In another aspect, the controllers 20 and/or 27 may be configured to perform other audio signal processing operations. As an example, when the output device 14 includes two or more (e.g., extra-aural) speakers, the controller 20 may perform sound-output beamformer operations to project one or more sounds towards particular locations in space. For example, in the case in which the speakers 16 of the output device are extra-aural speakers, the speakers of the output device may produce a beam that includes audio content and is directed towards at least one of the user's ears. For instance, when the output device is an open-back headset, the sound of the beam may pass through a portion of the headset and into the user's cars. The controller 20 may include a sound-pickup beamformer that can be configured to process the audio (or microphone) signals produced two or more external microphones of the output device 14 to form directional beam patterns (as one or more audio signals) for spatially selective sound pickup in certain directions, so as to be more sensitive to one or more sound source locations. For instance, the controller may use the sound-pickup beamformer to capture sound produced by the playback device 15.

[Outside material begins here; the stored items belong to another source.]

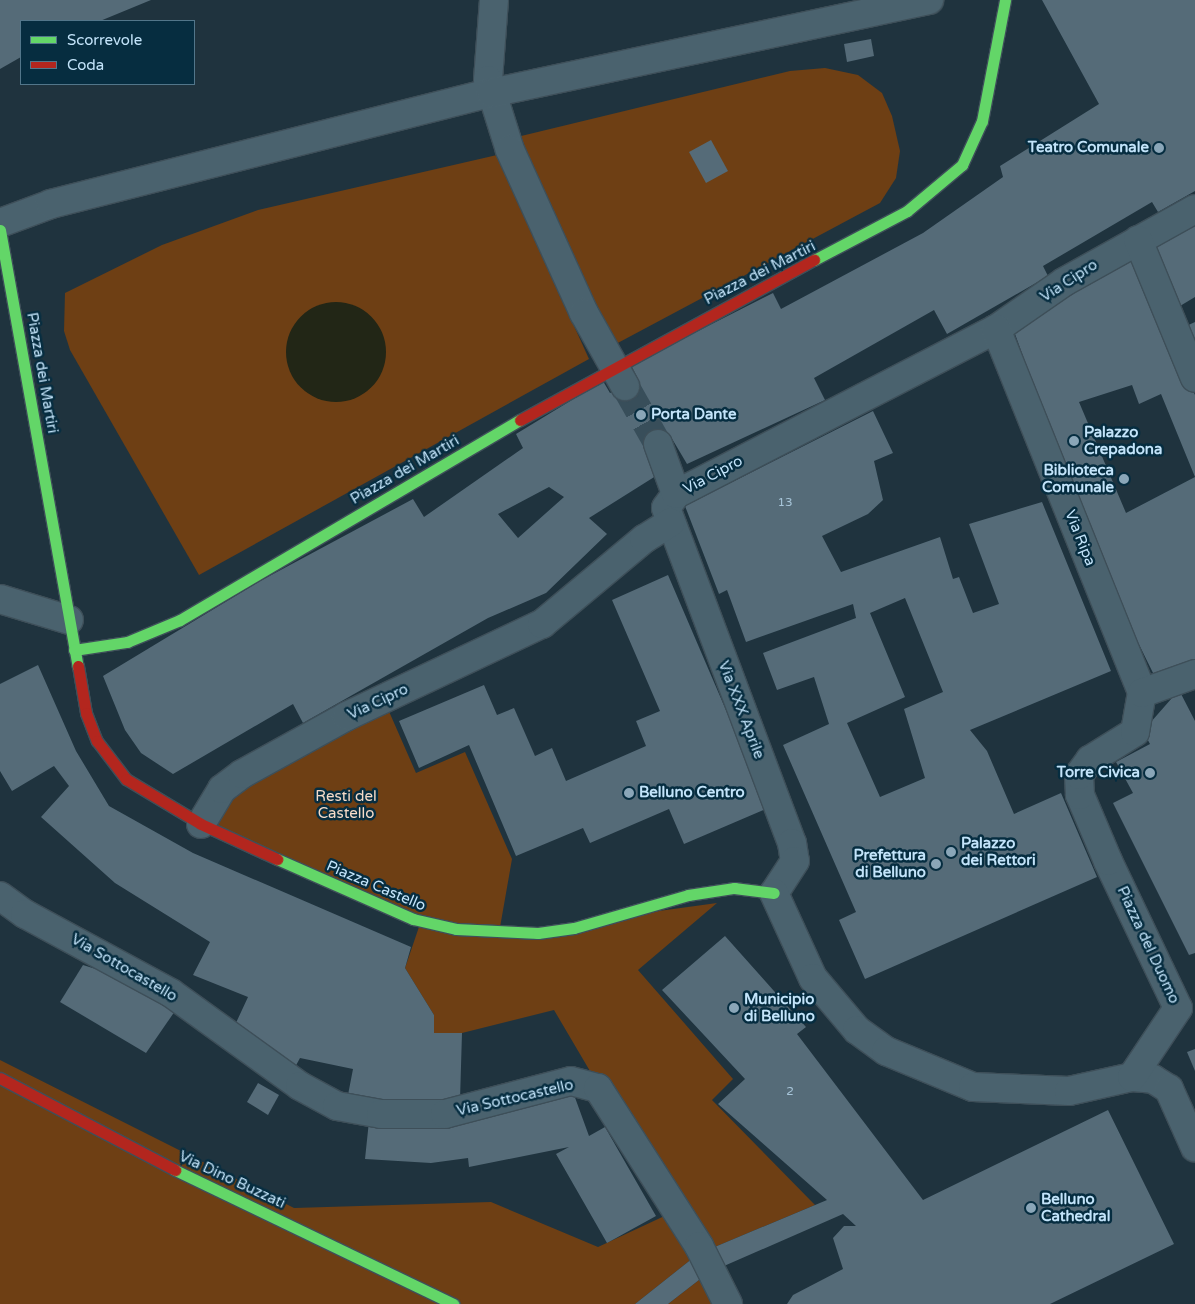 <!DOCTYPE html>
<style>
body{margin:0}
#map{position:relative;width:1195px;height:1304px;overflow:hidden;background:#1f333e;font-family:"Varela Round",sans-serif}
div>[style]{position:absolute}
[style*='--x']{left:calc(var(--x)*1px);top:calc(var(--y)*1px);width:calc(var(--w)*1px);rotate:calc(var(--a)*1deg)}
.green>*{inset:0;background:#6e3f14}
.water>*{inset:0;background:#222616}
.round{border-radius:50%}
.building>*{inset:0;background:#556b78}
.street-tunnel>*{height:28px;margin-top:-14px;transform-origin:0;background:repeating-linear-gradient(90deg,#384e5a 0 28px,transparent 0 42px)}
.roads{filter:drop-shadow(1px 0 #3e4f59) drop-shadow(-1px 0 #3e4f59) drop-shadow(0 1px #3e4f59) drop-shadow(0 -1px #3e4f59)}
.street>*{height:28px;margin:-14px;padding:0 14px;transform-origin:14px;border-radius:14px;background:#4a626e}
.fast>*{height:11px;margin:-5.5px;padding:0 5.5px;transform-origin:5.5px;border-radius:5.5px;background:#63d668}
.jam>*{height:11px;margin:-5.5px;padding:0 5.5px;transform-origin:5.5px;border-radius:5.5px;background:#b3261e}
.dots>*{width:14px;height:14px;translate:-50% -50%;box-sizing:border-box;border:2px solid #062d40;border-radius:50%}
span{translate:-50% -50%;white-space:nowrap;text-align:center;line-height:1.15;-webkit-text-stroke:5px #062d40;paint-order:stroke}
.number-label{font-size:12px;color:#a8c6da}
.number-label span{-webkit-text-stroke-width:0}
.poi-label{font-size:15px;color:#c3e4fa;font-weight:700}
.right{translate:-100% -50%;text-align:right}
.left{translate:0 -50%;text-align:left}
.street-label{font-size:15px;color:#c3e4fa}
.park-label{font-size:15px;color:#f6dbc8}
.legend{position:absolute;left:20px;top:20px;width:175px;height:65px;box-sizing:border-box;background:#062d40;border:1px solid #52768a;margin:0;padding:6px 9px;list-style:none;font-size:15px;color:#c3e4fa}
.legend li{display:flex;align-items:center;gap:10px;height:25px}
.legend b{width:25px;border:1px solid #52768a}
</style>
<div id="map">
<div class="green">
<div style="clip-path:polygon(825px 68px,858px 75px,882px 93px,892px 116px,900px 151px,896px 178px,880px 203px,614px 345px,517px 137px,790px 71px)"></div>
<div style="clip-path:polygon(497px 155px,589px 359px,199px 575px,70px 350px,64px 331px,65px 293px,162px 245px,258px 210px)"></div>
<div style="clip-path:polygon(384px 700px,416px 773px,465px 752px,512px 859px,499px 933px,717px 903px,638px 970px,733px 1079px,712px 1100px,815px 1205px,698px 1254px,635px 1304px,0 1304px,0 1060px,294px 1208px,491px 1202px,598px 1247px,673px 1212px,554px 1010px,462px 1033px,434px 1033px,434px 1015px,405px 968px,421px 921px,201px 824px,207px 807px)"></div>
<div style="clip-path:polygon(708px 1273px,731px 1304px,668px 1304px)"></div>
</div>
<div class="water">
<div class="round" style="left:286px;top:302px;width:100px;height:100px"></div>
</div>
<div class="building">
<div style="clip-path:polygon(0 0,151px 0,100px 21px,21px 21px,21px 57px,0 69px)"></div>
<div style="clip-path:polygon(evenodd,1042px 0,1195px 0,1195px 191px,1158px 212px,1152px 202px,1043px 266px,1048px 276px,947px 334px,934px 310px,814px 378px,825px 400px,687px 464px,671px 437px,646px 450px,659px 474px,589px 518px,607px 534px,546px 593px,488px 618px,303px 723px,293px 704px,173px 774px,141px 753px,125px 730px,103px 676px,262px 580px,413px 499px,424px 517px,523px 448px,516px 434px,603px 381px,610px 393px,638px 379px,631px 365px,773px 293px,781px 309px,923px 233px,1003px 177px,1000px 166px,1099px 104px,1042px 0,549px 487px,564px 497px,518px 538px,498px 514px,549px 487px)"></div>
<div style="clip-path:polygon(871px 39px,874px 56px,847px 62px,844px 44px)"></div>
<div style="clip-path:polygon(711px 140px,728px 171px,706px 183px,689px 152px)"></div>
<div style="clip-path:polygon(1195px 224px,1195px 297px,1180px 306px,1151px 249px)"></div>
<div style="clip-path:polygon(evenodd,1135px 257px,1195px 395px,1195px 666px,1155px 677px,1094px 553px,1015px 334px,1066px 297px,1135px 257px,1132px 385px,1139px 404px,1161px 394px,1195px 477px,1126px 513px,1079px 402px,1132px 385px)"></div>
<div style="clip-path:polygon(1195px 322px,1195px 358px,1182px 328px)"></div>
<div style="clip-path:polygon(evenodd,873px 411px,893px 453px,874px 461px,883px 500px,868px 514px,822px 536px,841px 572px,940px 537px,953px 579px,959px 577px,973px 613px,999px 604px,969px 524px,1042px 502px,1111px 671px,970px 730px,987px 751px,1014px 814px,1061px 793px,1097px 877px,865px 979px,839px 920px,856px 912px,783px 745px,829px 724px,814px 677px,777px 690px,763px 653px,856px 618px,853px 604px,746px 642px,727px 590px,719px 594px,685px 506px,873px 411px,905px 598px,943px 692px,904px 709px,925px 778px,880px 797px,847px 723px,905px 697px,870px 613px,905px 598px)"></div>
<div style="clip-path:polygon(668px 575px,768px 808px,684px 844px,669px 809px,590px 843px,583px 828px,516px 856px,469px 745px,419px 768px,399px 721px,484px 685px,497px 715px,514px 708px,535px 756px,552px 748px,566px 781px,646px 746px,636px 721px,660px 711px,612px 600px)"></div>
<div style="clip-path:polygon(38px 665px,76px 751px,109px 806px,193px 853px,411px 947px,405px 968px,434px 1015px,434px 1033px,462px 1033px,460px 1100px,432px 1099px,432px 1110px,347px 1100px,353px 1069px,300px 1058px,293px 1071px,258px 1050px,262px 1041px,235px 1025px,248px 997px,193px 975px,210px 942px,115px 883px,41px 817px,69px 786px,54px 766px,12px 791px,0 771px,0 684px)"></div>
<div style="clip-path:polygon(1179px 690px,1195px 721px,1195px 953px,1189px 955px,1113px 803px,1133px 793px,1116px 762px,1150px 744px,1143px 731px)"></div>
<div style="clip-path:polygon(725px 936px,806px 1027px,797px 1034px,923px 1200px,1108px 1110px,1174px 1244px,1050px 1304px,787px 1304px,793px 1295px,843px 1269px,833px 1238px,844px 1226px,856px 1226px,843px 1214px,708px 1273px,668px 1304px,635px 1304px,698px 1254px,827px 1200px,718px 1104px,745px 1079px,662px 990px)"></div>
<div style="clip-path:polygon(83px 965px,118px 976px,175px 1011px,146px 1053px,60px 1002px)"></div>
<div style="clip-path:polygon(1195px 1049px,1195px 1071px,1187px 1052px)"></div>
<div style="clip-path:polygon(258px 1083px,279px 1095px,268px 1115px,247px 1102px)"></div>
<div style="clip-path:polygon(573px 1092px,589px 1136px,605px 1127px,656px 1216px,607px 1243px,556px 1154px,569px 1147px,469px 1167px,468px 1158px,431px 1163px,365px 1159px,369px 1121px)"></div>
</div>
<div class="street-tunnel">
<div style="--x:625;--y:386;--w:67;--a:60.4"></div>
</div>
<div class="roads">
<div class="street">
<div style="--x:494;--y:0;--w:80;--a:94.3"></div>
<div style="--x:488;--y:80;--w:73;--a:72.6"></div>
<div style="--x:510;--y:150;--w:179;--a:65.6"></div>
<div style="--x:584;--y:313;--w:84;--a:60.7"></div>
<div style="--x:1195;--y:209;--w:150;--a:150.9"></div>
<div style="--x:1064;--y:282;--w:83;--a:145.3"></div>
<div style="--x:996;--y:329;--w:360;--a:152.7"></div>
<div style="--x:676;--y:494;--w:17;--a:126"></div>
<div style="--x:666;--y:508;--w:358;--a:69.4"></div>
<div style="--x:792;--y:843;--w:18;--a:81"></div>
<div style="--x:795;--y:861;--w:38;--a:123"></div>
<div style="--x:774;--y:893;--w:94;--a:65.4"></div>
<div style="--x:813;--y:978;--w:68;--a:49.8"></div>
<div style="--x:857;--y:1030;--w:36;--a:36"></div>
<div style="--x:886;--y:1051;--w:94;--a:22.5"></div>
<div style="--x:973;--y:1087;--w:96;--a:2.4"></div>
<div style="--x:1069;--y:1091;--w:65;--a:-12.5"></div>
<div style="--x:1132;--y:1077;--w:21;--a:5"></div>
<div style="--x:1153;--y:1079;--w:19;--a:32"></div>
<div style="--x:1169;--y:1089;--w:64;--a:65.9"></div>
<div style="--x:0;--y:223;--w:54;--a:-20.4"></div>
<div style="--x:51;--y:204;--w:454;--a:-14.2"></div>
<div style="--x:491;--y:93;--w:448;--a:-12"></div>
<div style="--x:1138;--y:240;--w:149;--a:67.6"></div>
<div style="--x:996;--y:329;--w:392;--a:68.1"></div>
<div style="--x:658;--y:444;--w:53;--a:70.2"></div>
<div style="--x:0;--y:599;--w:72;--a:16.9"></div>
<div style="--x:201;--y:824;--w:41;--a:-59"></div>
<div style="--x:222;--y:789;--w:25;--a:-37"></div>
<div style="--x:242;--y:774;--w:120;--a:-28.9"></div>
<div style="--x:347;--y:716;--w:216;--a:-25.3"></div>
<div style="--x:542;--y:624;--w:133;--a:-39.8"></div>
<div style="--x:644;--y:539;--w:31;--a:-32"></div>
<div style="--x:0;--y:896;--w:31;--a:36"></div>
<div style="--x:25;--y:914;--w:166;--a:28.4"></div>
<div style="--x:171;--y:993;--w:159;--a:35.8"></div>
<div style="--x:300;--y:1086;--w:42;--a:28.4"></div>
<div style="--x:337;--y:1106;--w:45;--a:10.3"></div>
<div style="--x:381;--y:1114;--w:64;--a:0"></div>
<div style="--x:445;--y:1114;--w:130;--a:-14.7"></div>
<div style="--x:571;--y:1081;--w:28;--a:15"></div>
<div style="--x:598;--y:1088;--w:188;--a:57.4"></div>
<div style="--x:699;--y:1246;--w:65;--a:63.4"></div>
<div style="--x:1178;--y:1008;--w:163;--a:-115.5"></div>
<div style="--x:1108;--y:861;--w:72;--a:-113"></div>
<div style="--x:1080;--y:795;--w:20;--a:-93"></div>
<div style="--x:1079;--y:775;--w:19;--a:-54"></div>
<div style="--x:1090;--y:760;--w:53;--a:-31.9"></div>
<div style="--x:1135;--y:732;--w:40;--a:-80"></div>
<div style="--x:1142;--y:693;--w:56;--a:-19.7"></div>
<div style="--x:1132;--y:1077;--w:83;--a:-56.3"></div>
</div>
<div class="fast">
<div style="--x:0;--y:230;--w:443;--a:79.9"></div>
<div style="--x:814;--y:260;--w:105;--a:-27.8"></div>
<div style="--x:907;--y:211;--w:72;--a:-39.9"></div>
<div style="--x:962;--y:165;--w:48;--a:-65.6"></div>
<div style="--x:982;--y:121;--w:123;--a:-79.2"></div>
<div style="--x:74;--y:650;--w:54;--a:-8.6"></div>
<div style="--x:127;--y:642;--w:57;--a:-22.5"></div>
<div style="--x:180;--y:620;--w:394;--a:-30.5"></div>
<div style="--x:277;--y:859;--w:149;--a:23.8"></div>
<div style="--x:413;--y:919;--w:44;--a:13.1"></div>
<div style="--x:456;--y:929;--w:82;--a:2.8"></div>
<div style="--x:538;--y:933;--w:36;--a:-8"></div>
<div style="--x:574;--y:928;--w:119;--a:-16.1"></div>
<div style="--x:688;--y:895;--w:47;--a:-8.7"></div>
<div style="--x:734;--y:888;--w:40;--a:7.1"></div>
<div style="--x:175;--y:1170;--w:309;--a:25.7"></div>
</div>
<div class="jam">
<div style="--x:520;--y:420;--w:335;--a:-28.6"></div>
<div style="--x:78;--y:666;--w:48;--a:80.3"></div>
<div style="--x:86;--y:713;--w:30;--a:69"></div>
<div style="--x:97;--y:741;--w:48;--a:52.7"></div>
<div style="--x:126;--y:779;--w:87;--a:31"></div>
<div style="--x:201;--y:824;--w:84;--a:24.7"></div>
<div style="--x:0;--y:1078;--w:198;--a:27.7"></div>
</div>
</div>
<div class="dots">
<div style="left:1159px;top:148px;background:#8aa6b8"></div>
<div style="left:641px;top:415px;background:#8aa6b8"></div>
<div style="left:1074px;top:441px;background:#8aa6b8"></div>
<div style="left:1124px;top:479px;background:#8aa6b8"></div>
<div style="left:1150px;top:773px;background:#8aa6b8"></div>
<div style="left:629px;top:793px;background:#8aa6b8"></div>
<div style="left:951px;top:852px;background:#8aa6b8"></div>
<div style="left:936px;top:864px;background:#8aa6b8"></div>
<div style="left:734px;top:1008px;background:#8aa6b8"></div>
<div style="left:1031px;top:1208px;background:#8aa6b8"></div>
</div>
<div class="number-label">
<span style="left:785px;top:503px">13</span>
<span style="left:790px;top:1092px">2</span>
</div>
<div class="poi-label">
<span class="right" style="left:1149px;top:148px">Teatro Comunale</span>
<span class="left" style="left:651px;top:415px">Porta Dante</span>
<span class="left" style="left:1084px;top:441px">Palazzo<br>Crepadona</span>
<span class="right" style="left:1114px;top:479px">Biblioteca<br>Comunale</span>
<span class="right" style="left:1140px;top:773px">Torre Civica</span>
<span class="left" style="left:639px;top:793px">Belluno Centro</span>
<span class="left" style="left:961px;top:852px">Palazzo<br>dei Rettori</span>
<span class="right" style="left:926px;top:864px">Prefettura<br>di Belluno</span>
<span class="left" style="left:744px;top:1008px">Municipio<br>di Belluno</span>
<span class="left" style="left:1041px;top:1208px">Belluno<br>Cathedral</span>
</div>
<div class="street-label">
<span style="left:760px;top:273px;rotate:-27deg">Piazza dei Martiri</span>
<span style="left:1069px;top:281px;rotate:-33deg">Via Cipro</span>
<span style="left:42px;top:373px;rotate:80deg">Piazza dei Martiri</span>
<span style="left:405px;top:470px;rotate:-30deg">Piazza dei Martiri</span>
<span style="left:713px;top:475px;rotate:-28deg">Via Cipro</span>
<span style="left:1080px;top:538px;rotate:68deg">Via Ripa</span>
<span style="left:378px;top:702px;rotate:-25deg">Via Cipro</span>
<span style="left:741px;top:710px;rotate:69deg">Via XXX Aprile</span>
<span style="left:376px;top:886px;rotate:23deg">Piazza Castello</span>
<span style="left:1148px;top:945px;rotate:65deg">Piazza del Duomo</span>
<span style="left:124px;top:968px;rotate:30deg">Via Sottocastello</span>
<span style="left:515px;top:1098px;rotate:-13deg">Via Sottocastello</span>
<span style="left:232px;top:1180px;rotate:25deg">Via Dino Buzzati</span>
</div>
<div class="park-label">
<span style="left:346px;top:805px">Resti del<br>Castello</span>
</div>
<ul class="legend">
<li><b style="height:6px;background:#63d668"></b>Scorrevole</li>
<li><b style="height:6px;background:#b3261e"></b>Coda</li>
</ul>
</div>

In one aspect, the system 10 may include more devices than illustrated therein. In particular, the system 10 may include two or more playback devices. For example, referring to FIGS. 1a and 1b, the room 18 may include two or more playback devices 15, such as a smart speaker and a laptop computer. In which case, the output device 14 may be configured to communicate with either (or both) of the devices via the network 90 in order to exchange digital data. When there are two or more playback devices the system 10 may be configured to perform selective audio playback on one or more of the playback devices. More about selective audio playback using multiple playback devices is described herein.

In some aspects, the system 10 may include other devices, such as a companion device that may be configured to communicatively couple with the output device 14, and may be configured to exchange data over a wireless data connection. The companion device may be an electronic device, such as a smart phone, which may transmit audio data for playback by the output device. For example, as described in FIG. 1a, the output device may be configured to playback application sounds and/or system sounds. Such sounds may originate from one or more software applications being executed by a companion device, and that are transmitted to the output device for playback. In addition, the companion device may be configured to communicatively couple the output device with the playback device 15 via the network 90. For example, the companion device may be a smart phone that may be configured to establish a wireless data connection with both the playback device 15 and the output device 14, via the network 90 in order to facilitate data exchange between both devices.

In another aspect, the companion device may be configured to perform one or more other operations described herein, such as selective audio playback operations. In which case, the companion device may receive one or more sounds, such as a musical composition and application sounds from software applications executing on the companion device, and may select which sounds are to be played back by the playback device 15 and which sounds are to be played back by the output device 14. Upon determining which sounds are to be played back by the output device, the companion device may transmit (e.g., via a wireless connection) the audio data that includes the sounds to the output device 14 for playback. The companion device may also transmit audio data to the playback device 15 and/or may transmit a request (as a control signal) to the playback device to cause the playback device to stream one or more sounds for playback.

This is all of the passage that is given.